> [ACTIVITY] Make an exact copy of all the entries below, with the pictures left out.

[Saved data entries]
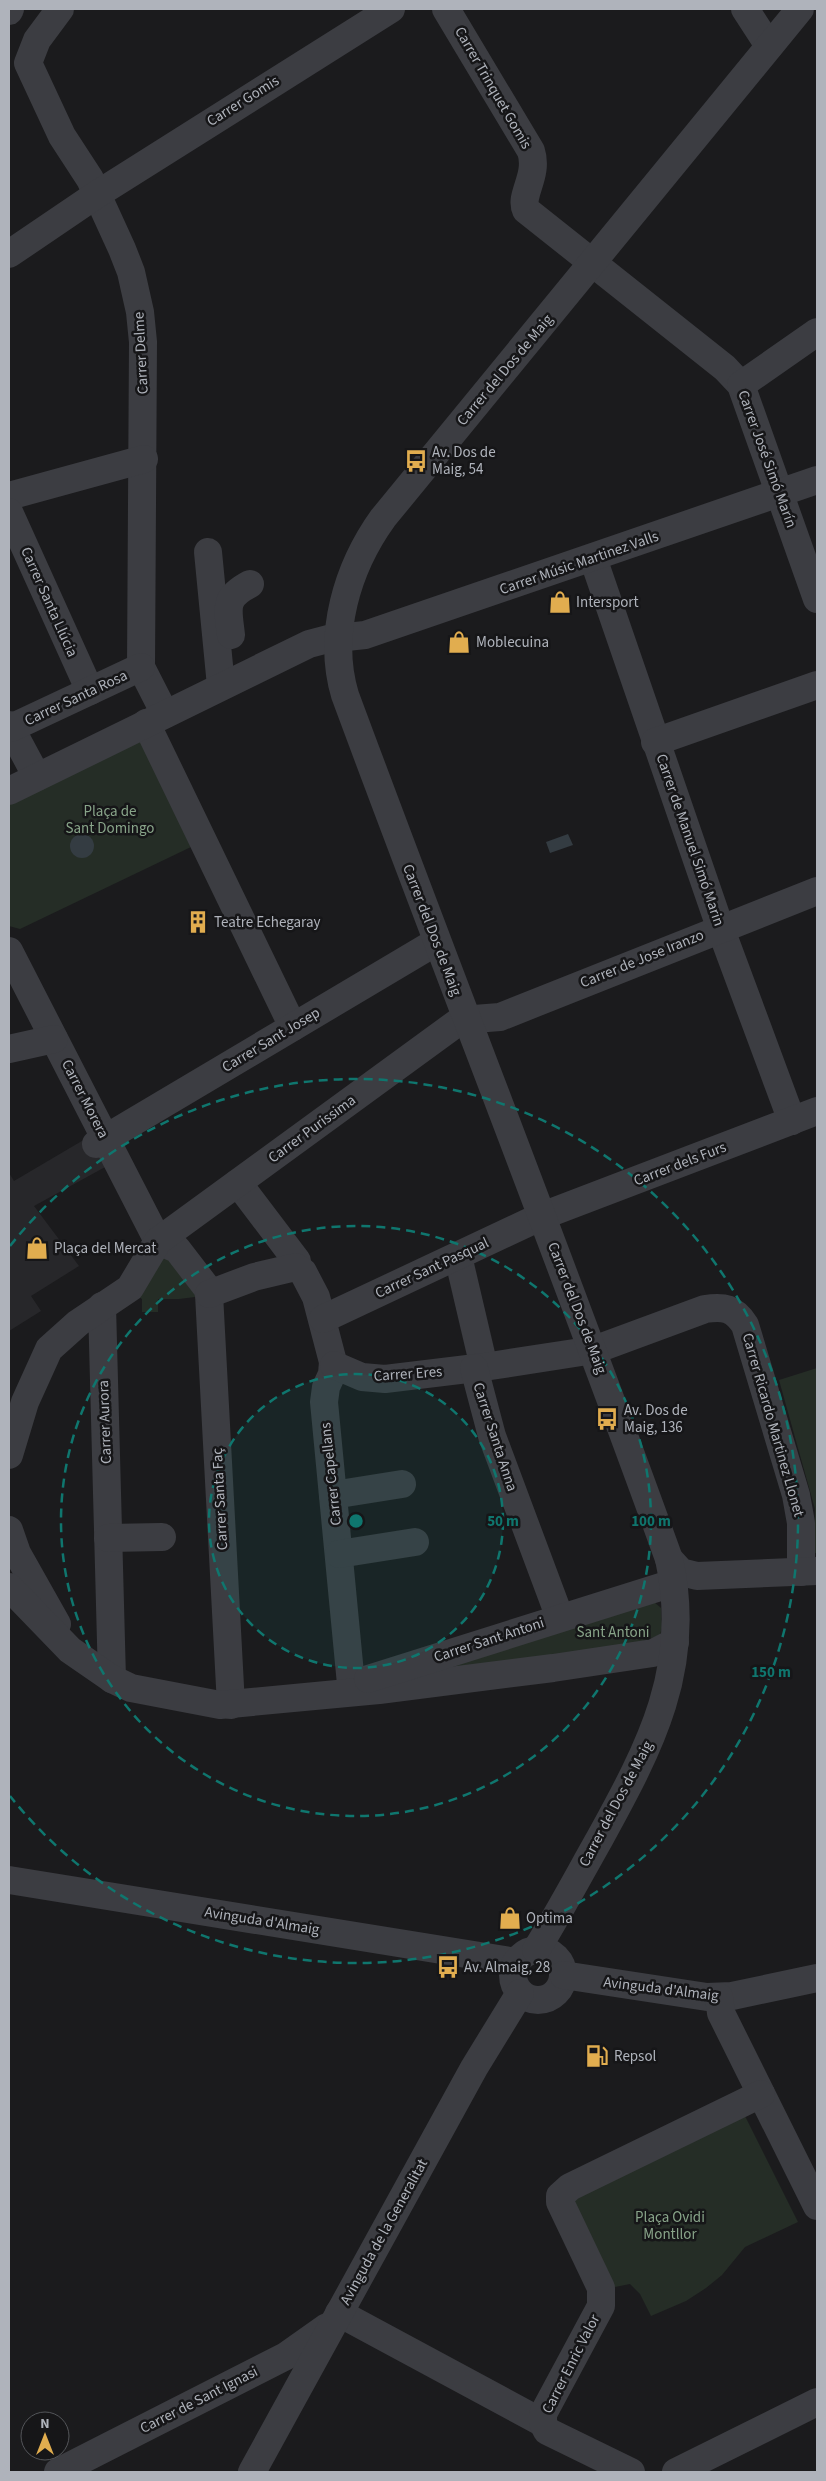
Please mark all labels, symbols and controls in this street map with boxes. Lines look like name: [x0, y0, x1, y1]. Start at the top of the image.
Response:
street label: Carrer Trinquet Gomis: [449, 23, 537, 153]
street label: Carrer Gomis: [203, 70, 283, 132]
street label: Carrer del Dos de Maig: [452, 309, 558, 430]
street label: Carrer Delme: [128, 311, 154, 395]
street label: Carrer José Simó Marín: [732, 387, 802, 531]
place label: Av. Dos de Maig, 54: [432, 442, 496, 480]
bus stop icon: Av. Dos de Maig, 54: [403, 448, 429, 474]
street label: Carrer Músic Martinez Valls: [497, 526, 661, 600]
street label: Carrer Santa Llúcia: [15, 544, 83, 660]
shop icon: Intersport: [547, 589, 573, 615]
place label: Intersport: [576, 592, 639, 613]
shop icon: Moblecuina: [446, 629, 472, 655]
place label: Moblecuina: [476, 632, 549, 653]
street label: Carrer Santa Rosa: [21, 665, 131, 731]
street label: Carrer de Manuel Simó Marin: [651, 751, 729, 929]
park label: Plaça de Sant Domingo: [65, 801, 155, 839]
street label: Carrer del Dos de Maig: [397, 861, 467, 999]
building icon: Teatre Echegaray: [185, 909, 211, 935]
place label: Teatre Echegaray: [214, 912, 321, 933]
street label: Carrer de Jose Iranzo: [577, 925, 707, 993]
street label: Carrer Sant Josep: [218, 1002, 324, 1078]
street label: Carrer Morera: [56, 1056, 114, 1142]
street label: Carrer Purissima: [264, 1090, 360, 1168]
street label: Carrer dels Furs: [631, 1137, 729, 1191]
street label: Carrer Sant Pasqual: [372, 1232, 493, 1304]
shop icon: Plaça del Mercat: [24, 1235, 50, 1261]
place label: Plaça del Mercat: [54, 1238, 156, 1259]
street label: Carrer del Dos de Maig: [542, 1239, 612, 1377]
street label: Carrer Ricardo Martinez Llonet: [737, 1331, 809, 1519]
street label: Carrer Eres: [373, 1361, 443, 1387]
street label: Carrer Aurora: [93, 1380, 117, 1464]
street label: Carrer Santa Anna: [468, 1380, 522, 1494]
place label: Av. Dos de Maig, 136: [624, 1400, 688, 1438]
bus stop icon: Av. Dos de Maig, 136: [594, 1406, 620, 1432]
street label: Carrer Capellans: [315, 1421, 347, 1527]
street label: Carrer Santa Faç: [207, 1447, 233, 1551]
text: 50 m: [487, 1511, 519, 1532]
text: 100 m: [631, 1511, 671, 1532]
centre of rings: [347, 1512, 365, 1530]
street label: Carrer Sant Antoni: [431, 1612, 547, 1668]
park label: Sant Antoni: [576, 1622, 650, 1643]
text: 150 m: [751, 1662, 791, 1683]
street label: Carrer del Dos de Maig: [574, 1737, 658, 1871]
street label: Avinguda d'Almaig: [203, 1902, 321, 1941]
shop icon: Optima: [497, 1905, 523, 1931]
place label: Optima: [526, 1908, 573, 1929]
bus stop icon: Av. Almaig, 28: [435, 1954, 461, 1980]
place label: Av. Almaig, 28: [464, 1957, 550, 1978]
street label: Avinguda d'Almaig: [602, 1972, 720, 2007]
fuel station icon: Repsol: [584, 2043, 610, 2069]
place label: Repsol: [614, 2046, 657, 2067]
street label: Avinguda de la Generalitat: [335, 2155, 433, 2309]
park label: Plaça Ovidi Montllor: [635, 2207, 705, 2245]
street label: Carrer Enric Valor: [537, 2310, 605, 2417]
street label: Carrer de Sant Ignasi: [136, 2361, 262, 2439]
north arrow: [20, 2411, 70, 2461]
text: N: [40, 2414, 50, 2434]

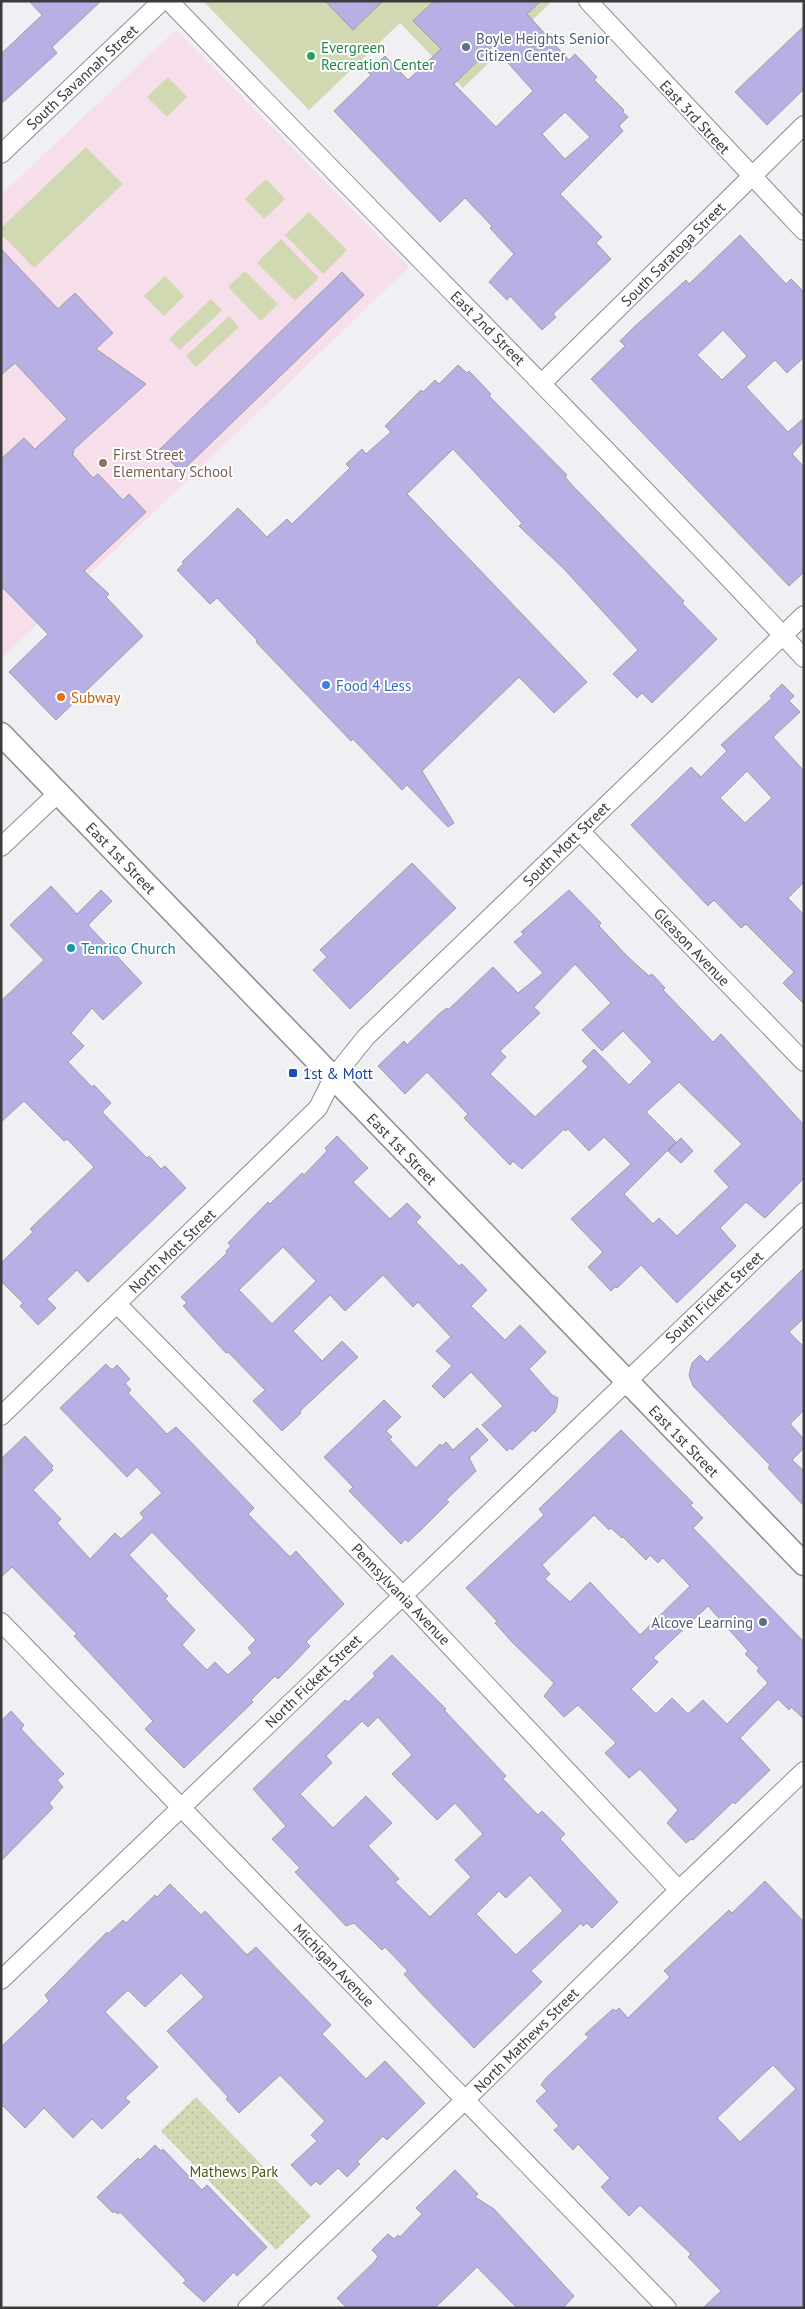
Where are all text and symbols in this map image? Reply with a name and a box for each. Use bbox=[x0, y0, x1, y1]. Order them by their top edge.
street label: South Savannah Street bbox=[22, 20, 142, 134]
place label: Boyle Heights Senior Citizen Center bbox=[476, 29, 610, 65]
place label: Evergreen Recreation Center bbox=[321, 38, 434, 74]
marker: Boyle Heights Senior Citizen Center bbox=[460, 41, 472, 53]
marker: Evergreen Recreation Center bbox=[305, 50, 317, 62]
street label: East 3rd Street bbox=[656, 76, 734, 158]
street label: South Saratoga Street bbox=[617, 198, 729, 310]
street label: East 2nd Street bbox=[447, 287, 529, 369]
place label: First Street Elementary School bbox=[113, 445, 233, 481]
marker: First Street Elementary School bbox=[97, 457, 109, 469]
place label: Food 4 Less bbox=[336, 676, 411, 695]
marker: Food 4 Less bbox=[320, 679, 332, 691]
place label: Subway bbox=[71, 688, 120, 707]
marker: Subway bbox=[55, 691, 67, 703]
street label: South Mott Street bbox=[518, 798, 614, 890]
street label: East 1st Street bbox=[82, 818, 160, 898]
street label: Gleason Avenue bbox=[650, 904, 734, 990]
place label: Tenrico Church bbox=[81, 939, 176, 958]
marker: Tenrico Church bbox=[65, 942, 77, 954]
place label: 1st & Mott bbox=[303, 1064, 373, 1083]
marker: 1st & Mott bbox=[287, 1067, 299, 1079]
street label: East 1st Street bbox=[363, 1109, 441, 1189]
street label: North Mott Street bbox=[125, 1205, 219, 1297]
street label: South Fickett Street bbox=[661, 1247, 767, 1347]
street label: East 1st Street bbox=[645, 1401, 723, 1481]
street label: Pennsylvania Avenue bbox=[348, 1539, 454, 1649]
place label: Alcove Learning bbox=[651, 1613, 753, 1632]
marker: Alcove Learning bbox=[757, 1616, 769, 1628]
street label: North Fickett Street bbox=[261, 1630, 365, 1732]
street label: Michigan Avenue bbox=[289, 1919, 379, 2011]
street label: North Mathews Street bbox=[470, 1984, 582, 2096]
park label: Mathews Park bbox=[190, 2162, 279, 2181]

> [WORKED SOLUTION]
Please mark all labels, symbols and controls in this street map with boxes. Lines look like name: [x0, y0, x1, y1]. Start at the top of the image.
Response:
street label: Carrer Trinquet Gomis: [449, 23, 537, 153]
street label: Carrer Gomis: [203, 70, 283, 132]
street label: Carrer del Dos de Maig: [452, 309, 558, 430]
street label: Carrer Delme: [128, 311, 154, 395]
street label: Carrer José Simó Marín: [732, 387, 802, 531]
place label: Av. Dos de Maig, 54: [432, 442, 496, 480]
bus stop icon: Av. Dos de Maig, 54: [403, 448, 429, 474]
street label: Carrer Músic Martinez Valls: [497, 526, 661, 600]
street label: Carrer Santa Llúcia: [15, 544, 83, 660]
shop icon: Intersport: [547, 589, 573, 615]
place label: Intersport: [576, 592, 639, 613]
shop icon: Moblecuina: [446, 629, 472, 655]
place label: Moblecuina: [476, 632, 549, 653]
street label: Carrer Santa Rosa: [21, 665, 131, 731]
street label: Carrer de Manuel Simó Marin: [651, 751, 729, 929]
park label: Plaça de Sant Domingo: [65, 801, 155, 839]
street label: Carrer del Dos de Maig: [397, 861, 467, 999]
building icon: Teatre Echegaray: [185, 909, 211, 935]
place label: Teatre Echegaray: [214, 912, 321, 933]
street label: Carrer de Jose Iranzo: [577, 925, 707, 993]
street label: Carrer Sant Josep: [218, 1002, 324, 1078]
street label: Carrer Morera: [56, 1056, 114, 1142]
street label: Carrer Purissima: [264, 1090, 360, 1168]
street label: Carrer dels Furs: [631, 1137, 729, 1191]
street label: Carrer Sant Pasqual: [372, 1232, 493, 1304]
shop icon: Plaça del Mercat: [24, 1235, 50, 1261]
place label: Plaça del Mercat: [54, 1238, 156, 1259]
street label: Carrer del Dos de Maig: [542, 1239, 612, 1377]
street label: Carrer Ricardo Martinez Llonet: [737, 1331, 809, 1519]
street label: Carrer Eres: [373, 1361, 443, 1387]
street label: Carrer Aurora: [93, 1380, 117, 1464]
street label: Carrer Santa Anna: [468, 1380, 522, 1494]
place label: Av. Dos de Maig, 136: [624, 1400, 688, 1438]
bus stop icon: Av. Dos de Maig, 136: [594, 1406, 620, 1432]
street label: Carrer Capellans: [315, 1421, 347, 1527]
street label: Carrer Santa Faç: [207, 1447, 233, 1551]
text: 50 m: [487, 1511, 519, 1532]
text: 100 m: [631, 1511, 671, 1532]
centre of rings: [347, 1512, 365, 1530]
street label: Carrer Sant Antoni: [431, 1612, 547, 1668]
park label: Sant Antoni: [576, 1622, 650, 1643]
text: 150 m: [751, 1662, 791, 1683]
street label: Carrer del Dos de Maig: [574, 1737, 658, 1871]
street label: Avinguda d'Almaig: [203, 1902, 321, 1941]
shop icon: Optima: [497, 1905, 523, 1931]
place label: Optima: [526, 1908, 573, 1929]
bus stop icon: Av. Almaig, 28: [435, 1954, 461, 1980]
place label: Av. Almaig, 28: [464, 1957, 550, 1978]
street label: Avinguda d'Almaig: [602, 1972, 720, 2007]
fuel station icon: Repsol: [584, 2043, 610, 2069]
place label: Repsol: [614, 2046, 657, 2067]
street label: Avinguda de la Generalitat: [335, 2155, 433, 2309]
park label: Plaça Ovidi Montllor: [635, 2207, 705, 2245]
street label: Carrer Enric Valor: [537, 2310, 605, 2417]
street label: Carrer de Sant Ignasi: [136, 2361, 262, 2439]
north arrow: [20, 2411, 70, 2461]
text: N: [40, 2414, 50, 2434]

Where are all text and symbols in this map image? Reply with a name and a box for each. Use bbox=[x0, y0, x1, y1]. Order them by their top edge.
street label: South Savannah Street bbox=[22, 20, 142, 134]
place label: Boyle Heights Senior Citizen Center bbox=[476, 29, 610, 65]
place label: Evergreen Recreation Center bbox=[321, 38, 434, 74]
marker: Boyle Heights Senior Citizen Center bbox=[460, 41, 472, 53]
marker: Evergreen Recreation Center bbox=[305, 50, 317, 62]
street label: East 3rd Street bbox=[656, 76, 734, 158]
street label: South Saratoga Street bbox=[617, 198, 729, 310]
street label: East 2nd Street bbox=[447, 287, 529, 369]
place label: First Street Elementary School bbox=[113, 445, 233, 481]
marker: First Street Elementary School bbox=[97, 457, 109, 469]
place label: Food 4 Less bbox=[336, 676, 411, 695]
marker: Food 4 Less bbox=[320, 679, 332, 691]
place label: Subway bbox=[71, 688, 120, 707]
marker: Subway bbox=[55, 691, 67, 703]
street label: South Mott Street bbox=[518, 798, 614, 890]
street label: East 1st Street bbox=[82, 818, 160, 898]
street label: Gleason Avenue bbox=[650, 904, 734, 990]
place label: Tenrico Church bbox=[81, 939, 176, 958]
marker: Tenrico Church bbox=[65, 942, 77, 954]
place label: 1st & Mott bbox=[303, 1064, 373, 1083]
marker: 1st & Mott bbox=[287, 1067, 299, 1079]
street label: East 1st Street bbox=[363, 1109, 441, 1189]
street label: North Mott Street bbox=[125, 1205, 219, 1297]
street label: South Fickett Street bbox=[661, 1247, 767, 1347]
street label: East 1st Street bbox=[645, 1401, 723, 1481]
street label: Pennsylvania Avenue bbox=[348, 1539, 454, 1649]
place label: Alcove Learning bbox=[651, 1613, 753, 1632]
marker: Alcove Learning bbox=[757, 1616, 769, 1628]
street label: North Fickett Street bbox=[261, 1630, 365, 1732]
street label: Michigan Avenue bbox=[289, 1919, 379, 2011]
street label: North Mathews Street bbox=[470, 1984, 582, 2096]
park label: Mathews Park bbox=[190, 2162, 279, 2181]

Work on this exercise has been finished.